- WHAT IS BEING ASKED
What is needed is each line of the data below that holds the string "played".

- DATA PROVIDED
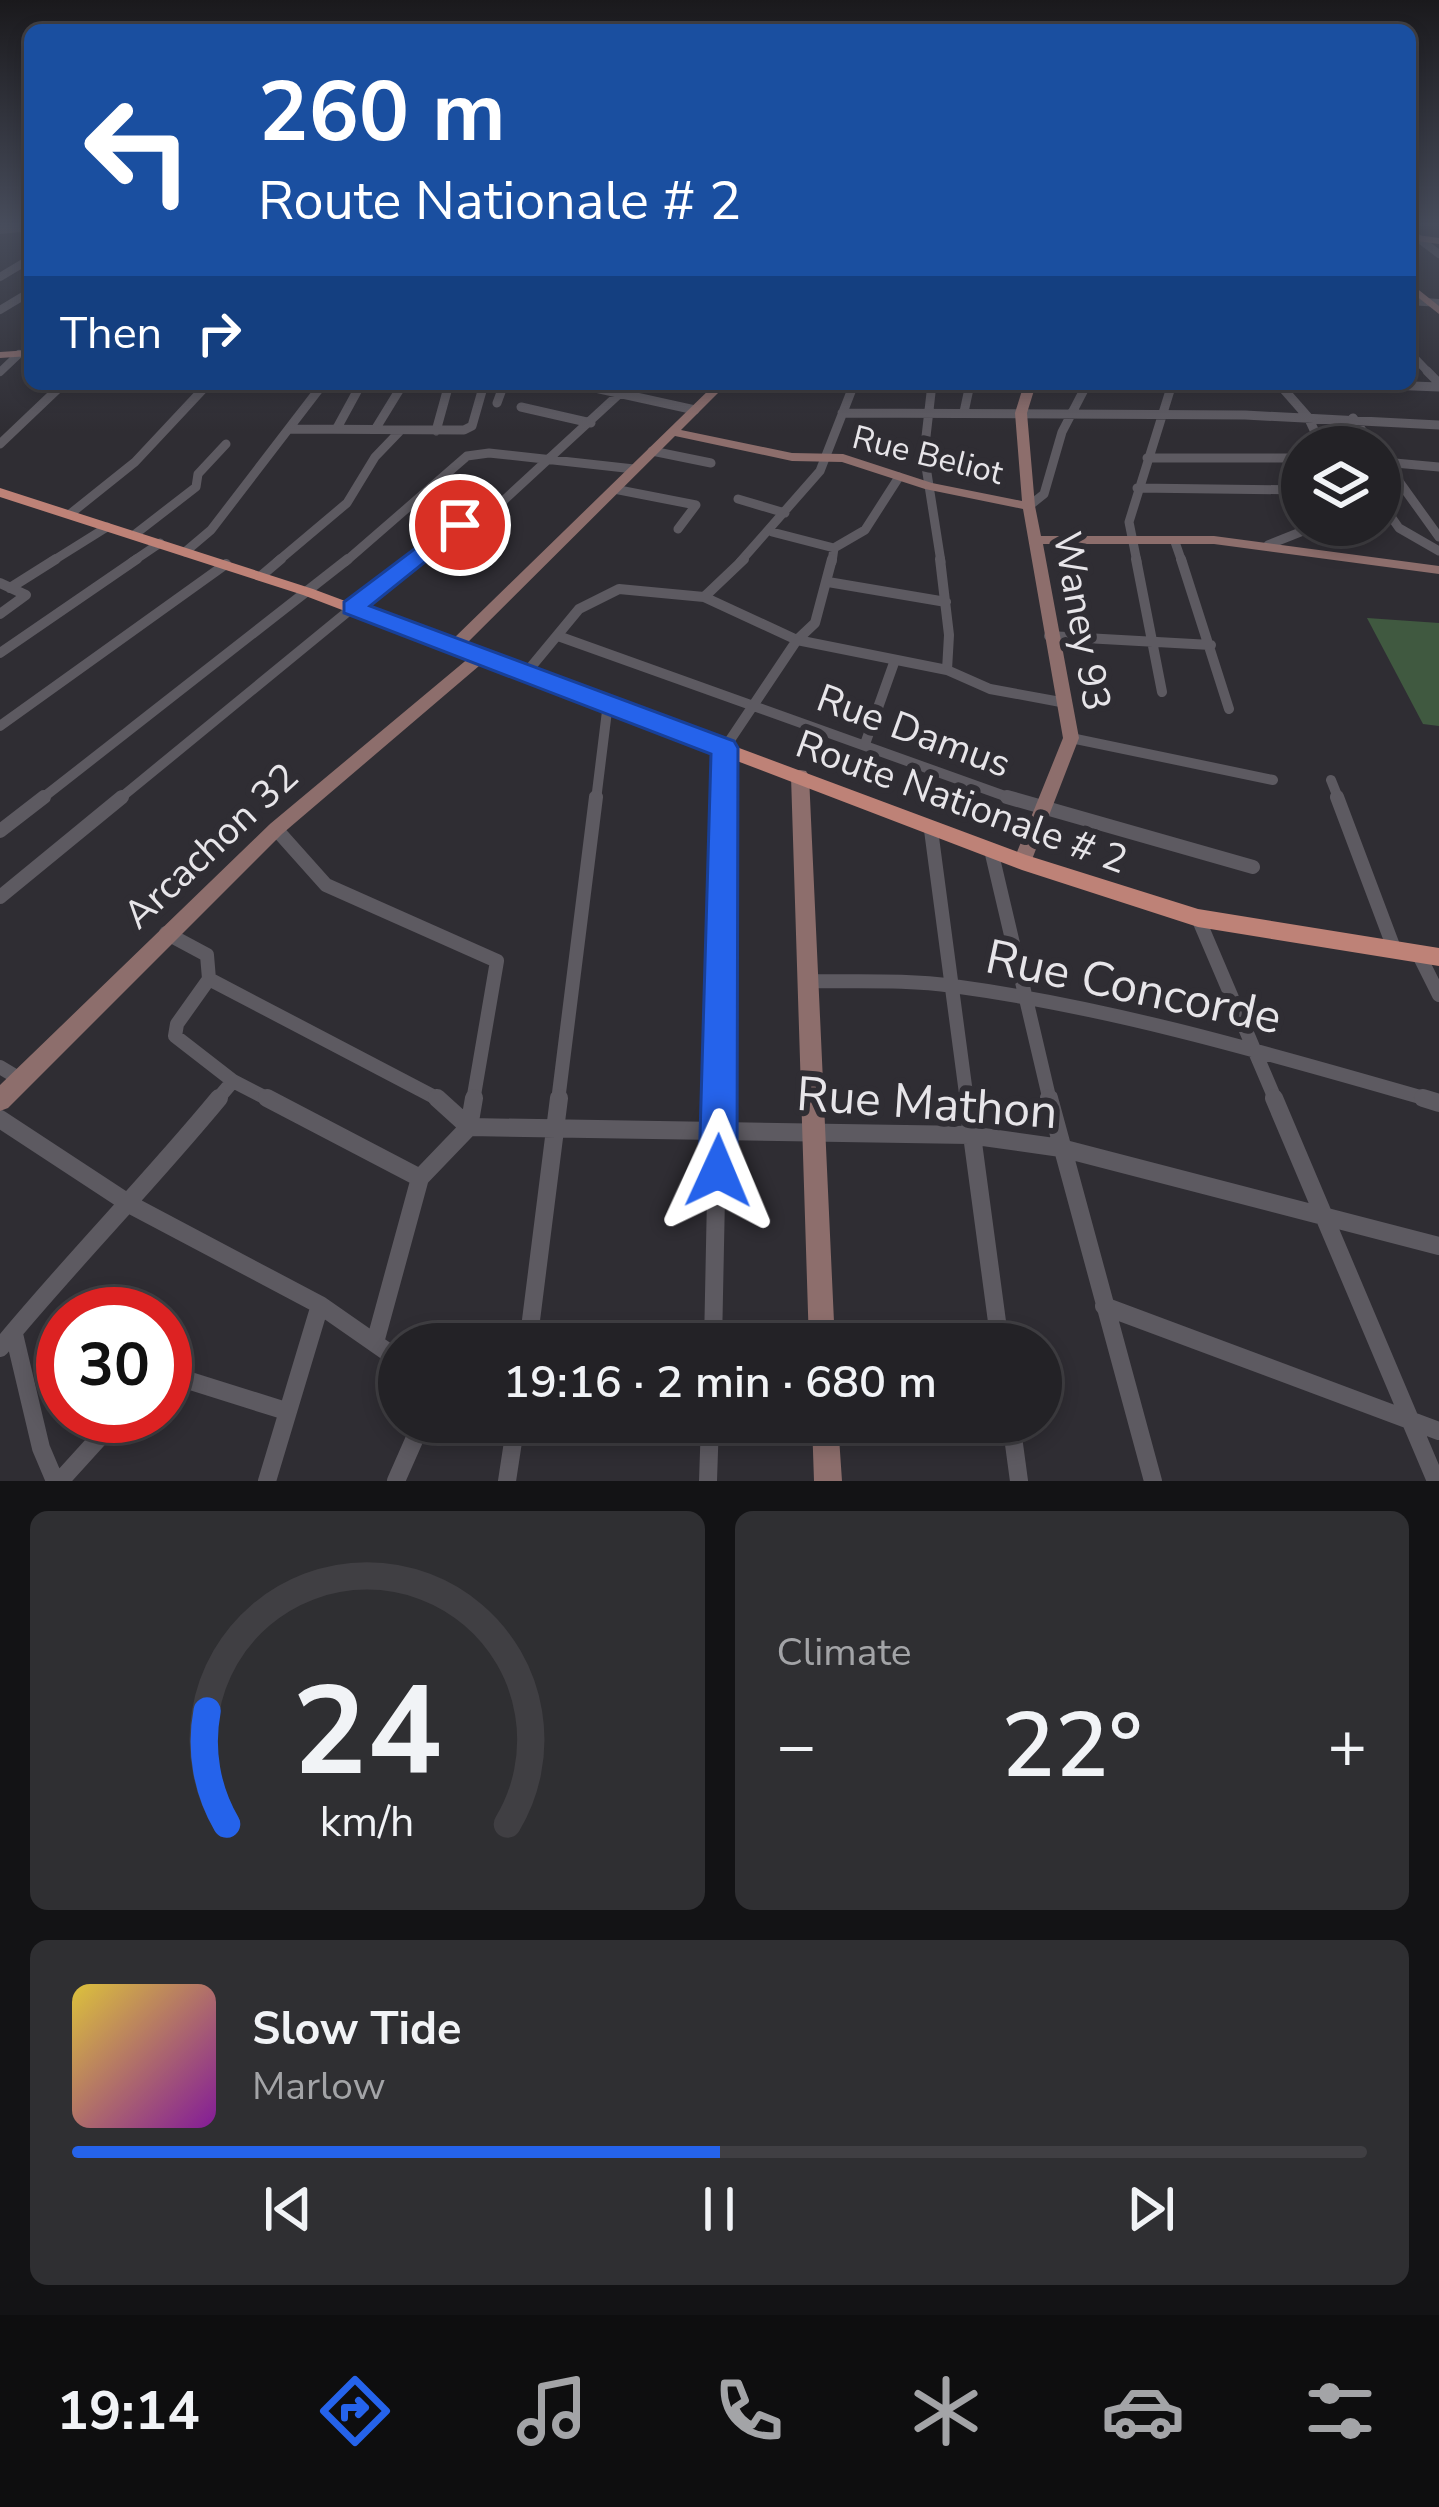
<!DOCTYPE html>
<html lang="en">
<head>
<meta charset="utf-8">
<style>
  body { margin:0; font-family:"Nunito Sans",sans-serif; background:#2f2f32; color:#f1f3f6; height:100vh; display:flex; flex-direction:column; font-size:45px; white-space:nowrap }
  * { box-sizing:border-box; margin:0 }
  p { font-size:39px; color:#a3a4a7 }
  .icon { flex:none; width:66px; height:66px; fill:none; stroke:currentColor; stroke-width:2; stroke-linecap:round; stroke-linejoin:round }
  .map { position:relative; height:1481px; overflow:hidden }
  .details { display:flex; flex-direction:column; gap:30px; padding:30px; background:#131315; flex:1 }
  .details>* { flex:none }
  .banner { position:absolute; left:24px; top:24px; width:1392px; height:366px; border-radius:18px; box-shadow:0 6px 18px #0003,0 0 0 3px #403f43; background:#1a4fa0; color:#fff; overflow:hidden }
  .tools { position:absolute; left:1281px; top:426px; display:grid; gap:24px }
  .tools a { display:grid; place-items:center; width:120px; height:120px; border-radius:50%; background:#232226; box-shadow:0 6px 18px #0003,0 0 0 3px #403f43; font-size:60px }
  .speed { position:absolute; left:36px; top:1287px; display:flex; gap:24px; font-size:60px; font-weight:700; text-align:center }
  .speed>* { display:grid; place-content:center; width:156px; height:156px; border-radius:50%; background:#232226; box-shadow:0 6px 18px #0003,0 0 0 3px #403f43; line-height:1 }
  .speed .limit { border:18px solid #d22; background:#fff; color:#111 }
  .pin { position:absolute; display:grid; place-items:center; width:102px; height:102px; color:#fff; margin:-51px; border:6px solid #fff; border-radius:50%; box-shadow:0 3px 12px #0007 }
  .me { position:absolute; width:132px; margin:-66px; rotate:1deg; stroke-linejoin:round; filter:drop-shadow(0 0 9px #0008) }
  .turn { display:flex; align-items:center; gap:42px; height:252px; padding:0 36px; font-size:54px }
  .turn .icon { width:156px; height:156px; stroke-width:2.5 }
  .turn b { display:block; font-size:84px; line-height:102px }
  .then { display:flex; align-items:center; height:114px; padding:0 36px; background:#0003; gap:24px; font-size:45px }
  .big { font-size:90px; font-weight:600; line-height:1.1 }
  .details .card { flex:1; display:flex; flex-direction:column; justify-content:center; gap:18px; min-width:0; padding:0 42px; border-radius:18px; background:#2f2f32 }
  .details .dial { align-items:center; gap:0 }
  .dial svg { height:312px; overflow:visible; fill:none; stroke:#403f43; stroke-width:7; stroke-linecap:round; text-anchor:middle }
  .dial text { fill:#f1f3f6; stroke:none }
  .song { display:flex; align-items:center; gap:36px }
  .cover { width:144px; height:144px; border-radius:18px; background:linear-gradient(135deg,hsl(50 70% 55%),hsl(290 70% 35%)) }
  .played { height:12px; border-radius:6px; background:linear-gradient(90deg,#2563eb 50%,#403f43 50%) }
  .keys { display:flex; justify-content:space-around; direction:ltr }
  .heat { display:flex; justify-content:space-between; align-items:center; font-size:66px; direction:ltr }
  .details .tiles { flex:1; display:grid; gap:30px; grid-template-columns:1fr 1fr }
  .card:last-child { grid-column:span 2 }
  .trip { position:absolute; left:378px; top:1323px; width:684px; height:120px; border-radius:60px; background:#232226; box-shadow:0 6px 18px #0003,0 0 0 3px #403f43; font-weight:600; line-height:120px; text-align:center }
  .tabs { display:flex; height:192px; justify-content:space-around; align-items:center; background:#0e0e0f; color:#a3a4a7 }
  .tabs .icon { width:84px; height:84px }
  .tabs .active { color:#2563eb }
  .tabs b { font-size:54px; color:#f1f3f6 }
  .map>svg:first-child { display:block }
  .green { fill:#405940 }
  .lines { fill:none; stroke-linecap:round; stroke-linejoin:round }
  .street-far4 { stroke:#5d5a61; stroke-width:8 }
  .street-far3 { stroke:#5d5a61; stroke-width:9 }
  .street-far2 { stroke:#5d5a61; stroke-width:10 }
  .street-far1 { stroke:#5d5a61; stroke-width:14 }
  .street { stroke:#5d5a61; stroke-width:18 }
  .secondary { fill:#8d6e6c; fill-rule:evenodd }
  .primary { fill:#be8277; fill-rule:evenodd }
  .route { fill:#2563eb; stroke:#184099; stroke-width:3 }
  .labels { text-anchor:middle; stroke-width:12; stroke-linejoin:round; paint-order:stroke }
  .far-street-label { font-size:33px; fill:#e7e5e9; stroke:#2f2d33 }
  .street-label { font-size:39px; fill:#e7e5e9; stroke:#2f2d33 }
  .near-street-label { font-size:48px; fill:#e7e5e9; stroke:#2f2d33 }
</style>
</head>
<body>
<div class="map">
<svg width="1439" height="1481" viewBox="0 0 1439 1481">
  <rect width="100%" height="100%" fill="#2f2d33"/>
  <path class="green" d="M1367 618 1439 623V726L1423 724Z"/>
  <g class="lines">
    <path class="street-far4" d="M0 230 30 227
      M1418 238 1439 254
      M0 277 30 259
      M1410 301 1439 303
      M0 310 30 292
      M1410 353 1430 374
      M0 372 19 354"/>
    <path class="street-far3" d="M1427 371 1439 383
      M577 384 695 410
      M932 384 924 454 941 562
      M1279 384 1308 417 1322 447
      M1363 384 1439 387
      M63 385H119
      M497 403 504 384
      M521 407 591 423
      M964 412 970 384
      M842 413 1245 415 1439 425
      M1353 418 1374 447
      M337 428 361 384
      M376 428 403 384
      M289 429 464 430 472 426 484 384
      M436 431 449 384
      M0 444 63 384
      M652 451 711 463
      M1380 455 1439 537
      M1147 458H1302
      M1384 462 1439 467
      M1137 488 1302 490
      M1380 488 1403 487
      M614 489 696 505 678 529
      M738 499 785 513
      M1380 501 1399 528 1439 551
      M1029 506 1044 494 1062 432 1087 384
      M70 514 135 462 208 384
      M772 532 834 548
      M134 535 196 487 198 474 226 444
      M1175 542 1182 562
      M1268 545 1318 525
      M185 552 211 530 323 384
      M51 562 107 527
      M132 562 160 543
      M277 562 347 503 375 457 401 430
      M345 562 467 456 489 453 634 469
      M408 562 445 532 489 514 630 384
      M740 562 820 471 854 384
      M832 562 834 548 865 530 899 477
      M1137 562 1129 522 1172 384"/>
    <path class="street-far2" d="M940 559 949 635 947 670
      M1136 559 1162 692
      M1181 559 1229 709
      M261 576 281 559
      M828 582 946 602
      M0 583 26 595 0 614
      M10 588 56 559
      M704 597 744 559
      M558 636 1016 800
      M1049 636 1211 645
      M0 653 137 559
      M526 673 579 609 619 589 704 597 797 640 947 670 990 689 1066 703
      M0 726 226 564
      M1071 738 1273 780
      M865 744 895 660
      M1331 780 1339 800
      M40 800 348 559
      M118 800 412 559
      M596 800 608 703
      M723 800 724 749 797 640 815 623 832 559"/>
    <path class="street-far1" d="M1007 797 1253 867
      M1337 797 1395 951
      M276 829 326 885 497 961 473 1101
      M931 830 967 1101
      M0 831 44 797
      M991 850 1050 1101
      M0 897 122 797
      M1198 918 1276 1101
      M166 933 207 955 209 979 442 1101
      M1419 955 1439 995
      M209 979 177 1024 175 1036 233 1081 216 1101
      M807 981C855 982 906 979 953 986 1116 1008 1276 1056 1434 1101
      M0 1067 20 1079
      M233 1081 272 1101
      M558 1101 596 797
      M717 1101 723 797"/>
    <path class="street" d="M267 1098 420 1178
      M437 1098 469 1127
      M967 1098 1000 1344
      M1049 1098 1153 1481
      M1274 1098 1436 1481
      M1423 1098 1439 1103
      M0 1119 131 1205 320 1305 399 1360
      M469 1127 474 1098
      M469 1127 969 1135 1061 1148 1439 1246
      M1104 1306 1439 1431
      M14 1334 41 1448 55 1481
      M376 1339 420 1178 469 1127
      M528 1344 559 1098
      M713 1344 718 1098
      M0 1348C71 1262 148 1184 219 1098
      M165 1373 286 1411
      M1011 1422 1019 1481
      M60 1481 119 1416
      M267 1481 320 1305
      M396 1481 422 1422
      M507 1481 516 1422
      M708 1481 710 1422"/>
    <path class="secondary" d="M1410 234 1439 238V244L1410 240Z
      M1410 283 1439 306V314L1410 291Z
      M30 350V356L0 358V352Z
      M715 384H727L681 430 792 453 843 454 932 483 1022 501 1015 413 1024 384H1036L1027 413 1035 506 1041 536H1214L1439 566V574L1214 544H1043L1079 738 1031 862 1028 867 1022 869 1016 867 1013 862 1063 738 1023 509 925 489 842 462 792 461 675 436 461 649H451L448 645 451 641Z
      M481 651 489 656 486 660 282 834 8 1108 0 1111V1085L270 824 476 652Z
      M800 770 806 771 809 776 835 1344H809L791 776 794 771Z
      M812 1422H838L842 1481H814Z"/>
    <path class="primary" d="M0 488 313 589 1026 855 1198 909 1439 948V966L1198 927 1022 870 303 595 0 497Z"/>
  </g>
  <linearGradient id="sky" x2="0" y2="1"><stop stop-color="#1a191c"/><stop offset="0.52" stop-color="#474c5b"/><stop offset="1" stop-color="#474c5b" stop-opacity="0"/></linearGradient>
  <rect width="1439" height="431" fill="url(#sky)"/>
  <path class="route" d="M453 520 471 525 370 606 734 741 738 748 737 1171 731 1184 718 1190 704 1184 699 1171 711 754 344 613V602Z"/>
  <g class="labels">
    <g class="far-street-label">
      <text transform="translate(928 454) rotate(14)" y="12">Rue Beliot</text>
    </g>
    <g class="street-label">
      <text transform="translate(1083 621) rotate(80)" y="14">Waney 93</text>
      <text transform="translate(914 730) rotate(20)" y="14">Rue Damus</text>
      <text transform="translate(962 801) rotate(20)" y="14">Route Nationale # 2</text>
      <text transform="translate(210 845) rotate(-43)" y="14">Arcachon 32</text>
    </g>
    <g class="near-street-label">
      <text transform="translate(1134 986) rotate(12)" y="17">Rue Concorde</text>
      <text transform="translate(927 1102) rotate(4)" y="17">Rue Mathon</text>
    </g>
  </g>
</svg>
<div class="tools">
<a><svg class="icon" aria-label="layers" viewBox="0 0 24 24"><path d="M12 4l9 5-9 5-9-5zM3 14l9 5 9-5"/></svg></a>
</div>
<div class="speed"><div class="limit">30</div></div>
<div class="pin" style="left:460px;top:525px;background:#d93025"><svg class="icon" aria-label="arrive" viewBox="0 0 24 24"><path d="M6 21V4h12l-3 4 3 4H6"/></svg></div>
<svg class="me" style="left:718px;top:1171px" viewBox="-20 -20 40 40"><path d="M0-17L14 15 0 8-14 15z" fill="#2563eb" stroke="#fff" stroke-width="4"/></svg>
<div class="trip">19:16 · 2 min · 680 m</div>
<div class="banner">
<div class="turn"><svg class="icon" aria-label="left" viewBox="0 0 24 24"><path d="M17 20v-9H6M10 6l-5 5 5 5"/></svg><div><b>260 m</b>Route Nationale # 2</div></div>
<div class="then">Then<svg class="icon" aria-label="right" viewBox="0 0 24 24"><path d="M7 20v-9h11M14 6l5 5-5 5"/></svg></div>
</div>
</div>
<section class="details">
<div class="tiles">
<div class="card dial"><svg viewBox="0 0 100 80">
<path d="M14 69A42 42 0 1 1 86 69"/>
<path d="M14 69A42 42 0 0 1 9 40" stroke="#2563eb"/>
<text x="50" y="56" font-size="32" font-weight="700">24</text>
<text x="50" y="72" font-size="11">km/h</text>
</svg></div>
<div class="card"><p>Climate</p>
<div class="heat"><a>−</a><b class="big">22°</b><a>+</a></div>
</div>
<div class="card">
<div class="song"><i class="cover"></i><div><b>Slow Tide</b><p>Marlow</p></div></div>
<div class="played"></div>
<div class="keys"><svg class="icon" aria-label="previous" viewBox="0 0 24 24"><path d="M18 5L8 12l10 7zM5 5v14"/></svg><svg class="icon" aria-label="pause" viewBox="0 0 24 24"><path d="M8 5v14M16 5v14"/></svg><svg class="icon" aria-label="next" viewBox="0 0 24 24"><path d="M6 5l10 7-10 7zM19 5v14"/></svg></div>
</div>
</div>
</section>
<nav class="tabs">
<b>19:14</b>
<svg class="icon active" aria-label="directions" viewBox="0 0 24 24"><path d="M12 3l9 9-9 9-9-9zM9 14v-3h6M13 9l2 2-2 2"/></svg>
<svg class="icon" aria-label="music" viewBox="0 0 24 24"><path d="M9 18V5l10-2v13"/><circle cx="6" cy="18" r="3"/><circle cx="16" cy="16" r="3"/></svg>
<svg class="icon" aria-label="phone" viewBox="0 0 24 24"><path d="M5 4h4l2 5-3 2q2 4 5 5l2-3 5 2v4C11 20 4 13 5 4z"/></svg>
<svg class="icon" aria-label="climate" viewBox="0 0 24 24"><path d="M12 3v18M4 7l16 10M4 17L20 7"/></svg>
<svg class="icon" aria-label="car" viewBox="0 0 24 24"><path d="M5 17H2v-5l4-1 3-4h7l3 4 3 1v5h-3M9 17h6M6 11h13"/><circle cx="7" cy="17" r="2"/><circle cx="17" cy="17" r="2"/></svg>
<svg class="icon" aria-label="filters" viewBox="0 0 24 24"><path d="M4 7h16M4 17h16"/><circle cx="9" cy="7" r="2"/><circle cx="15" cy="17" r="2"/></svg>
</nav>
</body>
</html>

- EXERCISE OUTPUT
  .played { height:12px; border-radius:6px; background:linear-gradient(90deg,#2563eb 50%,#403f43 50%) }
<div class="played"></div>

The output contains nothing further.